Five years later, clinical examinations, response to medication, and a PET scan at Columbia University Medical Center confirmed that Ali indeed had Parkinson’s disease. PET scans of patients with Parkinson’s typically will also show characteristic changes when their has been a head injury. CAT and MRI scans are typically normal in Parkinson’s Disease, but often show evidence of prior head injuries. Ali’s scans were not reported to show signs of prior brain injury.
The question has arisen; did boxing play a role in the development of his disease? Doctors can’t be sure. Dr. Stanley Fahn, one of Ali’s neurologists in a 1984 New York Times article said there was a possibility that blows to the head during his career were the cause of the syndrome, he added that there was no way to tell. Dr. Robert Goodman at The Movement Disorders Center says, “His kind of Parkinson’s appears to have followed a traditional course” and “it is very possible that he would have developed the disease anyway.”

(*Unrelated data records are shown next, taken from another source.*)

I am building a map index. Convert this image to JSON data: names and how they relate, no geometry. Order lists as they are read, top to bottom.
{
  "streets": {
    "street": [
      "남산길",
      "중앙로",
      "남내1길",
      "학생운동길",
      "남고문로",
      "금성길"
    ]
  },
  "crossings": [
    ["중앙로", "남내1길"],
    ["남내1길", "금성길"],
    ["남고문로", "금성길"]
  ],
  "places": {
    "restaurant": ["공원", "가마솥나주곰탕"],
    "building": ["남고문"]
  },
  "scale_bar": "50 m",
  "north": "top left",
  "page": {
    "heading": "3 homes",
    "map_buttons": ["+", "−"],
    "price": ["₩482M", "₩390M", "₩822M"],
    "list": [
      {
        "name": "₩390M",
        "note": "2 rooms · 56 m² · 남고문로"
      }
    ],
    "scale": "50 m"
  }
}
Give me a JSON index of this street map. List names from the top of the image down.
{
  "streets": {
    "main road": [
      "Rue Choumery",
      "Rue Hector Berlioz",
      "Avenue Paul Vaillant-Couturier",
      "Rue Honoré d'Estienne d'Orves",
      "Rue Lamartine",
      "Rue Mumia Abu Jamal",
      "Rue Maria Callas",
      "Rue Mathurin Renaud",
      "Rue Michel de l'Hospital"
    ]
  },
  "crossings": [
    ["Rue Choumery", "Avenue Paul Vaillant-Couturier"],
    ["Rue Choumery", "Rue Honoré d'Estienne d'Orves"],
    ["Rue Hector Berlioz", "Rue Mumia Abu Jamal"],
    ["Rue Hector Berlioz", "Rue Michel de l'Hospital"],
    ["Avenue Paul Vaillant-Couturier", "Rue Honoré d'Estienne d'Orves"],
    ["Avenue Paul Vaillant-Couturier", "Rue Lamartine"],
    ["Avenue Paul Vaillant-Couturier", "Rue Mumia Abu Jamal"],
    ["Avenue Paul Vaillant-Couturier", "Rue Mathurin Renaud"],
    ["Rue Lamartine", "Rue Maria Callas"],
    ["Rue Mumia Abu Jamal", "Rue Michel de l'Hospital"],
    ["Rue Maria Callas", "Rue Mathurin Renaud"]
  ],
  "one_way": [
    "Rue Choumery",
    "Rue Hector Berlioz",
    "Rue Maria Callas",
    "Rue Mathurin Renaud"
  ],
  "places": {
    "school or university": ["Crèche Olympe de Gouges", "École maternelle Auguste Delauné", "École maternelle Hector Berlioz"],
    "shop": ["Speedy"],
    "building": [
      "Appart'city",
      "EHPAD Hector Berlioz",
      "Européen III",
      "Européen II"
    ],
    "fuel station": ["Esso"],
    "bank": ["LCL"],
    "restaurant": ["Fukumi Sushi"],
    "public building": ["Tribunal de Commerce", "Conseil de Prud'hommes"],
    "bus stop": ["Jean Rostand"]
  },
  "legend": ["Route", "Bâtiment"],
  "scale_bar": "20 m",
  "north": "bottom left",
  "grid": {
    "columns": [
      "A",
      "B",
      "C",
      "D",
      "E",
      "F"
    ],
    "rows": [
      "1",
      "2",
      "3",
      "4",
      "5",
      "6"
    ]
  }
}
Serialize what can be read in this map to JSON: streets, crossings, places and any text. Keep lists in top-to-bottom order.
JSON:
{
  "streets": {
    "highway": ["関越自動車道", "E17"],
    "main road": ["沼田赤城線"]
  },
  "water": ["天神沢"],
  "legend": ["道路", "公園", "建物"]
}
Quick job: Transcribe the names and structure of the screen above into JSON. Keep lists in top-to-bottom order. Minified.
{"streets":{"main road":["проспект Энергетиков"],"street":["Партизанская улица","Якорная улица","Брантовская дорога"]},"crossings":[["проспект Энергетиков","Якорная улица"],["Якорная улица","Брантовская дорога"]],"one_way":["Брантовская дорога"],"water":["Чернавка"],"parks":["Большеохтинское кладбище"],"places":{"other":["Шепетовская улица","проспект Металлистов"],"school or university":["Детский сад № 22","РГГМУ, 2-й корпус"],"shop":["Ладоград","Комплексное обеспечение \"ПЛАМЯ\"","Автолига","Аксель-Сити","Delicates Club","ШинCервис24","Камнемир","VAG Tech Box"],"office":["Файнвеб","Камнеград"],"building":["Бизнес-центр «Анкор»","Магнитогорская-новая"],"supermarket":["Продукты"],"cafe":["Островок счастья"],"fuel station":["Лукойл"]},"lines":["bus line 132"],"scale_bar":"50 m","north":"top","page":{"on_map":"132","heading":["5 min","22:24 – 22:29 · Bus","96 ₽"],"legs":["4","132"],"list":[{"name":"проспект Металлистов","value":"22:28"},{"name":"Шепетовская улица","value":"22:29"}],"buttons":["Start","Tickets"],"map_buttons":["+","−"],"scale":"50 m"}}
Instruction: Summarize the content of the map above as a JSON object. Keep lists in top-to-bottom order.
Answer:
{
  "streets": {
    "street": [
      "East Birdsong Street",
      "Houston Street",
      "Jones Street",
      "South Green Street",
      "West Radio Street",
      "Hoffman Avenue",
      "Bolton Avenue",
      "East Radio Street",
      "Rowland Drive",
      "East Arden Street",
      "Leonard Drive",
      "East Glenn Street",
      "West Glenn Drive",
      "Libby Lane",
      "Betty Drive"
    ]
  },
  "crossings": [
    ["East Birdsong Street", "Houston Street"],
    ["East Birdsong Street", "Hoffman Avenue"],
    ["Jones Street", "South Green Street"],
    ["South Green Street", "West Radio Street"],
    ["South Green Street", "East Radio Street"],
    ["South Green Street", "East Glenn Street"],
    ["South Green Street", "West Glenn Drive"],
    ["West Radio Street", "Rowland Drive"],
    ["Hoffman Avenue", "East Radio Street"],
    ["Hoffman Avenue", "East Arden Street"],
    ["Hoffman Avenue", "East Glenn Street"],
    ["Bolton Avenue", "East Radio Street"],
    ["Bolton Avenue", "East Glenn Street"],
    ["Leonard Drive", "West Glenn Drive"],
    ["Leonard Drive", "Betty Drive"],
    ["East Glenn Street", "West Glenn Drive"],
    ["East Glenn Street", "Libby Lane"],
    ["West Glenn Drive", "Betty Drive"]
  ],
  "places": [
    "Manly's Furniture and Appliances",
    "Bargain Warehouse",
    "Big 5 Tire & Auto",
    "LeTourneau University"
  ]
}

Regardless of the cause, the disease is the same. Significant advances have been made in the treatment of Parkinson’s since Ali’s diagnosis 25 years ago. In particular new surgical techniques have been developed (Click here to learn more about Surgery done for Parkinson’s Disease).
It may be true that the fight should never have taken place because he got such a bad beating, because it was essentially career ending, and a sad fizzle to a magnificent reign. The truth is, however, a man with the symptoms Ali had should not have been able to stand up against Holmes. His Mayo Clinic exam shows that his neurological system was deteriorating. Despite all this, Ali was remarkable. He went ten rounds against a World Champion in his prime and wasn’t even knocked out. Watch that fight and see what a champ Muhammad Ali really was.